Stored data
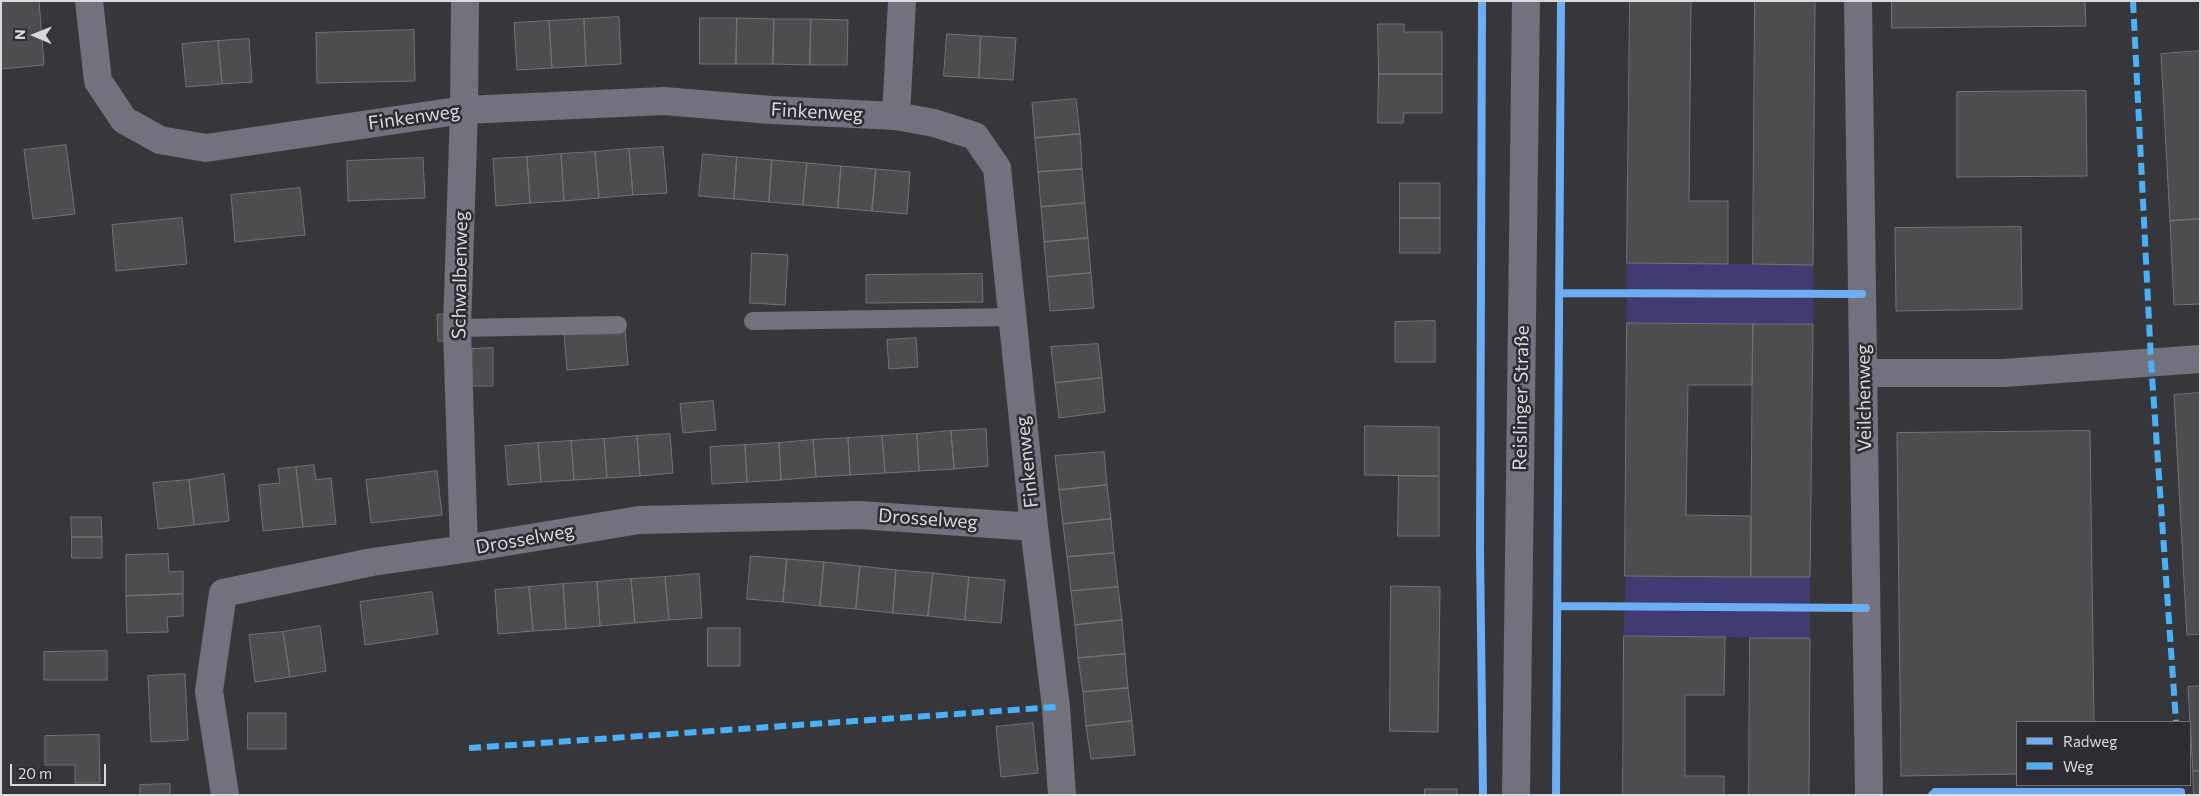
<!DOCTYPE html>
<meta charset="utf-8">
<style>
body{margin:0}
#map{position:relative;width:2201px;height:796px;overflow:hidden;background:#37373b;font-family:Commissioner,sans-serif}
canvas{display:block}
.frame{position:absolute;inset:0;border:2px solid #d9d9dd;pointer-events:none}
.legend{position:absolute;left:2016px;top:721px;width:175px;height:65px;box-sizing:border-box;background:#2c2c32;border:1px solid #717176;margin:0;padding:6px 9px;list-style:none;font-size:15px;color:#d9d9dd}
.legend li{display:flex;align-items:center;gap:10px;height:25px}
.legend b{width:25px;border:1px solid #717176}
.north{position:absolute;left:10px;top:10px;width:50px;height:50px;-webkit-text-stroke:4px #2c2c32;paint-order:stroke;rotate:271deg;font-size:14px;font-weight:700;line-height:20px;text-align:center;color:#d9d9dd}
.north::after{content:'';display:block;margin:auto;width:18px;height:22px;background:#d9d9dd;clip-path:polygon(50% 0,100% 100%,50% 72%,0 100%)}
.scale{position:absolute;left:10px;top:764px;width:96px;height:22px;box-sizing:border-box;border:2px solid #d9d9dd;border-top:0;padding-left:6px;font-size:15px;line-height:18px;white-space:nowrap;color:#d9d9dd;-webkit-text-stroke:4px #2c2c32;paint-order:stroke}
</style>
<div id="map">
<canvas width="2201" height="796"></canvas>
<div class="frame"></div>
<ul class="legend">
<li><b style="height:6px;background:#6dadf4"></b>Radweg</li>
<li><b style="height:6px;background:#4cb0f7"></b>Weg</li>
</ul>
<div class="north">N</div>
<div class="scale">20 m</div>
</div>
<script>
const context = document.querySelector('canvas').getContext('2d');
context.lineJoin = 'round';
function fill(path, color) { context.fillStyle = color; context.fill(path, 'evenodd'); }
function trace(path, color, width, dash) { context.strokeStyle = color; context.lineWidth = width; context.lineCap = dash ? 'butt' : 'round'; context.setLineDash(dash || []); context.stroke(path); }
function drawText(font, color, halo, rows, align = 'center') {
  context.font = font + ' Commissioner,sans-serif'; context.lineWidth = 5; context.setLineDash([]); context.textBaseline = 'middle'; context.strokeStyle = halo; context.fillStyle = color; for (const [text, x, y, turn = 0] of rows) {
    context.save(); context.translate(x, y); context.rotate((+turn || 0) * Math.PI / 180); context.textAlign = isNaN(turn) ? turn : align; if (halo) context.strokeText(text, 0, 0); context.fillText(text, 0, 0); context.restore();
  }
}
fill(new Path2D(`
 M1627 263 1813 265V324L1627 323Z
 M1625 576 1810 577V638L1624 636Z`), '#413b74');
const building = new Path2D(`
 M1 1H39L44 65 1 69Z
 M1630 1H1691L1689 201H1728V264L1627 263Z
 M1755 1H1815L1813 265 1753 264Z
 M1892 1H2085L2086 26 1892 28Z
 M619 17 621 64 586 66 584 19Z
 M700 18H737L736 64H700Z
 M737 18 774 19 773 64H736Z
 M584 19 586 66 552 68 549 21Z
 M774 19H811L810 65 773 64Z
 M811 19 848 20 847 65H810Z
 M549 21 552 68 517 70 514 23Z
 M1378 24H1404V32H1442V74H1379Z
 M414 30 415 81 317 83 316 33Z
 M947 34 981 36 979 78 944 76Z
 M981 36 1016 38 1013 80 979 78Z
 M249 39 252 82 222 84 218 41Z
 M218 41 222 84 186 87 182 44Z
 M2200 51V219L2170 221 2161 54Z
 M1379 74H1442V113H1404L1403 123H1378Z
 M2086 91 2087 176 1957 177V92Z
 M1076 99 1080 134 1035 138 1032 103Z
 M1080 134 1082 169 1038 172 1035 138Z
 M66 145 75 214 33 219 24 150Z
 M663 147 667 193 633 195 629 149Z
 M629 149 633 195 599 198 595 152Z
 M595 152 599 198 564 201 561 154Z
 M561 154 564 201 530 203 527 157Z
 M703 154 737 157 734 199 699 196Z
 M527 157 530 203 496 206 493 159Z
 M737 157 772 160 769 202 734 199Z
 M423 158 425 198 348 201 347 161Z
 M772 160 807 163 803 205 769 202Z
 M807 163 841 166 838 208 803 205Z
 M841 166 876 169 872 211 838 208Z
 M876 169 910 172 907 214 872 211Z
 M1082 169 1085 203 1041 207 1038 172Z
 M1400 183H1440V218H1400Z
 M300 188 305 235 235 242 231 195Z
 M1085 203 1088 238 1044 242 1041 207Z
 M182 218 187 264 116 271 112 225Z
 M1400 218H1440V253H1400Z
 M2200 219V304L2174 305 2170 221Z
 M2021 227 2022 309 1896 311 1895 228Z
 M1088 238 1091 273 1047 277 1044 242Z
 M752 253 788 255 785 305 750 303Z
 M1091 273 1094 308 1050 311 1047 277Z
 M982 274 983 302 866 303V275Z
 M453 314V341H438L437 315Z
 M1435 321V362H1395V322Z
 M1627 323 1753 324 1752 385H1688L1686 515 1751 516V577L1625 576Z
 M1753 324H1813L1810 577H1751Z
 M625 328 628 365 567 370 564 333Z
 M916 338 918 367 889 369 887 340Z
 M1098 344 1102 378 1055 383 1051 347Z
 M493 348V386H472V349Z
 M1102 378 1105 412 1059 418 1055 383Z
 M2200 393V634L2187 635 2174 395Z
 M713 401 716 430 683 433 680 404Z
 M1365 426 1439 427V476L1365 475Z
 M986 429 988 466 954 469 951 431Z
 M951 431 954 469 919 471 917 434Z
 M2090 431 2094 722H2017V774L1901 776 1897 433Z
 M670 434 673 473 640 476 637 436Z
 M917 434 919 471 885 473 882 436Z
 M637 436 640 476 607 478 604 439Z
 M882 436 885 473 850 475 848 438Z
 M848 438 850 475 816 477 813 440Z
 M604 439 607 478 574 480 571 441Z
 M813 440 816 477 781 480 779 443Z
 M571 441 574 480 541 482 538 443Z
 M538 443 541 482 508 485 505 446Z
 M779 443 781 480 747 482 745 445Z
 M745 445 747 482 712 484 710 447Z
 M1104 452 1107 485 1059 490 1055 456Z
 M314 465 316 480 331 478 336 524 303 527 296 467Z
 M296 467 303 527 263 531 259 485 280 483 278 469Z
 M437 471 442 515 371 523 366 480Z
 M224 474 229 521 194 525 189 480Z
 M1399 476H1439V536H1398Z
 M189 480 194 525 158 529 153 483Z
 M1107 485 1111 519 1063 524 1059 490Z
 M71 517H101L102 537H72Z
 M1111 519 1114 553 1067 557 1063 524Z
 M72 537H102V558H72Z
 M1114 553 1118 587 1071 591 1067 557Z
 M168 554 169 572 183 571V594L126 596V555Z
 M751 556 787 559 783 602 747 599Z
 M787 559 824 562 820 606 783 602Z
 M824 562 860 566 856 609 820 606Z
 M860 566 896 570 893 613 856 609Z
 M896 570 933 573 928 616 893 613Z
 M933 573 969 577 965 620 928 616Z
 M699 574 702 618 669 620 665 577Z
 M665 577 669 620 635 623 631 579Z
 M969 577 1005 580 1001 623 965 620Z
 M631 579 635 623 600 626 597 582Z
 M597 582 600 626 566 629 563 584Z
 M563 584 566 629 533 631 529 587Z
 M1391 586 1440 587 1438 732 1390 731Z
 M529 587 533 631 498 634 495 590Z
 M1118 587 1122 620 1075 625 1071 591Z
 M432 592 438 634 365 645 360 602Z
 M183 594V616L167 617 168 632 127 633 126 596Z
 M1122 620 1125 654 1078 658 1075 625Z
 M320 626 326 671 290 677 283 632Z
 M708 628H740V666H708Z
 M283 632 290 677 255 682 249 635Z
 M1624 636 1725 637 1724 695H1685V776H1724V795H1623Z
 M1750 638H1810L1809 795H1749Z
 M107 651V680H44V652Z
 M1125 654 1128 688 1083 692 1078 658Z
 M185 674 188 740 151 742 148 676Z
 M2200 686V771H2193L2188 687Z
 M1128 688 1132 721 1086 726 1083 692Z
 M248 713H286V749H248Z
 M1132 721 1135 755 1091 759 1086 726Z
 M1033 723 1038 773 1001 777 996 727Z
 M99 735 100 783H75V765H45V736Z
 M2193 771H2200V795H2194Z
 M170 784V795H140V785Z
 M1425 789H1457V795H1425Z`);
fill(building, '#4d4d50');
trace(building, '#737376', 1);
trace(new Path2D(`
 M753 321 1013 317
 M457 328 618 325`), '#72717d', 18);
trace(new Path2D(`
 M89 1 98 81 124 120 160 140 206 148 464 110 664 101 771 110 896 116 934 123 975 136 997 168 1034 527 1056 707 1062 795
 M1858 1 1869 795
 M896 116 902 1
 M1863 373H2004L2200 359
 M464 549 457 328 464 110 465 1
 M225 795 209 691 223 593 372 562 464 549 639 520 859 515 1034 527`), '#72717d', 28);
trace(new Path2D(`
 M1516 795 1526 1`), '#72717d', 28);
trace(new Path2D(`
 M2133 1 2151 361 2176 722
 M469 748 1056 707`), '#4cb0f7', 6, [12, 6]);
trace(new Path2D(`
 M1482 1 1480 551 1483 795
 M1559 293 1862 294
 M1557 606 1866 608
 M1556 795 1561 1
 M1932 795 1935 792H2181V795`), '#6dadf4', 8);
drawText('19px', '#d9d9dd', '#2c2c32', [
 ["Finkenweg",817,112,3],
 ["Finkenweg",414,117,-8],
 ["Schwalbenweg",460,275,-89],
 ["Reislinger Straße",1521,398,-89],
 ["Veilchenweg",1864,398,-91],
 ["Finkenweg",1027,462,-96],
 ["Drosselweg",928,519,4],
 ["Drosselweg",525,539,-10]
]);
</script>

Work item
Reply with nothing but a number. State how many lines in the records hold the word "lineWidth".

Task result
2